Final credit should be given to the sibling power house of Cambell and Tucker Coughlin for carrying their respective, often dejected House members on their backs for a majority of the Hunt.
Personal honors aside, the key to winning phase 1 of House Hunt was commitment. Throwing yourself into something you don't totally understand can be difficult for many. But you can not win a phase, never mind the House crown by staying passive. This puts tremendous pressure on the captains to keep their house's focused and motivated.
The only two teams that competed in every challenge were Pandor and Brumbelin making them the two finalists for a phase 1 victory.

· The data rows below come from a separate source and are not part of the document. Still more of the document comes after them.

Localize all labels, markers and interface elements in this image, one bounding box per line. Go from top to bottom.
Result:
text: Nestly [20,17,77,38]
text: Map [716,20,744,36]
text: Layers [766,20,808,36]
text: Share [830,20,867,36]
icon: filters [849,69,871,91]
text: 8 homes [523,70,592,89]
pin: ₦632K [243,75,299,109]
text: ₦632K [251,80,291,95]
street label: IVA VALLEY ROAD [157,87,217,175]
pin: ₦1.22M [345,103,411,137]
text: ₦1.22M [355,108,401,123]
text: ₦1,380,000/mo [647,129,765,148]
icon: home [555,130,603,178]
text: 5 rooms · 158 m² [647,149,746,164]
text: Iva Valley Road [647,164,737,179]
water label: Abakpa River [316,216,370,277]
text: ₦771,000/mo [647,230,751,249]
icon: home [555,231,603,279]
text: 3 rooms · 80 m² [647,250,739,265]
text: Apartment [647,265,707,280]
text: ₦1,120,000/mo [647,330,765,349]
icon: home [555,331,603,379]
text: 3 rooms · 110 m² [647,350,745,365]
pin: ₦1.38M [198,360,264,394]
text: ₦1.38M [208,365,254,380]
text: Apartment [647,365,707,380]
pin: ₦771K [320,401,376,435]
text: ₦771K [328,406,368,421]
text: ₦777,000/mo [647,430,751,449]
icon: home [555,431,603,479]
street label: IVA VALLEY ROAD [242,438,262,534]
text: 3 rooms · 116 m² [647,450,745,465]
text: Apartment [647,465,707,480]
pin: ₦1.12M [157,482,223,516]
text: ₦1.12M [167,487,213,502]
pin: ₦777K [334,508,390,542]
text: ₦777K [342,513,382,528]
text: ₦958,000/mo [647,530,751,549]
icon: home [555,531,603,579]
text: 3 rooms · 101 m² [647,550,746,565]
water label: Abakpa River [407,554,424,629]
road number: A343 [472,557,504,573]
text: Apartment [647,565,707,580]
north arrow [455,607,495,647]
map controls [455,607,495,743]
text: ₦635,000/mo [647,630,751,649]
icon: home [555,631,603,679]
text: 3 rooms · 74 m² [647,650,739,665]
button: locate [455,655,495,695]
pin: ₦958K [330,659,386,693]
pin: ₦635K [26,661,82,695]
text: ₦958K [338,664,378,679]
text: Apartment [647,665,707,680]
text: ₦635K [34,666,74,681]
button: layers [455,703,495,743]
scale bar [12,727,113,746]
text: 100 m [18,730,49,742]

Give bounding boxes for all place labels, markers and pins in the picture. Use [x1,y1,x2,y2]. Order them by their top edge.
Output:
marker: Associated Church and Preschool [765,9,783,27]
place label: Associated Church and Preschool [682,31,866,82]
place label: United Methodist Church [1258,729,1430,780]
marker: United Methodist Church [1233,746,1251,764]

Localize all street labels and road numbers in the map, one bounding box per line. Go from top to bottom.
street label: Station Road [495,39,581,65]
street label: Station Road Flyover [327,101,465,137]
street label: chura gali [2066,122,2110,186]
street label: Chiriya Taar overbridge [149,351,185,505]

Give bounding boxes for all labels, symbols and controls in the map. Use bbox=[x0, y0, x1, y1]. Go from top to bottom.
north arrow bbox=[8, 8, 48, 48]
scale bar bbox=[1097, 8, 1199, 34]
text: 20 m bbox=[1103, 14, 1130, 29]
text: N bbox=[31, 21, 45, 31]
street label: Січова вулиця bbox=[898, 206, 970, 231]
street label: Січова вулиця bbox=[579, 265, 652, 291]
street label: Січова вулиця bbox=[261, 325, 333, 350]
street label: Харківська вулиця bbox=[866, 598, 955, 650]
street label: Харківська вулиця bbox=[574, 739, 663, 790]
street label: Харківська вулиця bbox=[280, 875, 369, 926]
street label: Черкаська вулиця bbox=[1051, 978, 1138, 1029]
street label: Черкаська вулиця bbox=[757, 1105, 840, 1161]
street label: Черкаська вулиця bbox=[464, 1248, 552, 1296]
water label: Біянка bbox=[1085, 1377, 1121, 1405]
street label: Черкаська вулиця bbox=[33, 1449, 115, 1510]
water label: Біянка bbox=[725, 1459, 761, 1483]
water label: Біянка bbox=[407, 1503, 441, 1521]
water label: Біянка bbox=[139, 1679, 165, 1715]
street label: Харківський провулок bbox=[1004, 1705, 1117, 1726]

Snowpex and Legendaw both had occasions where they could have been participated but opted out, eliminating them from serious contention. This is a good example of where the points matter. Had Legendaw for instance finished with the most points, one of the perks is that they would have been exempt from any such a disqualification.
Between Pandor and Brumbelin the victory went to whoever deciphered what the BWW tagline meant attached to all House emails. This was ultimately achieved by Brumbelin making them the rightful phase 1 champions. Only fitting that Brumbelin captain Fenner Stevens died for a winning cause. May the laurels of victory be spread across his grave.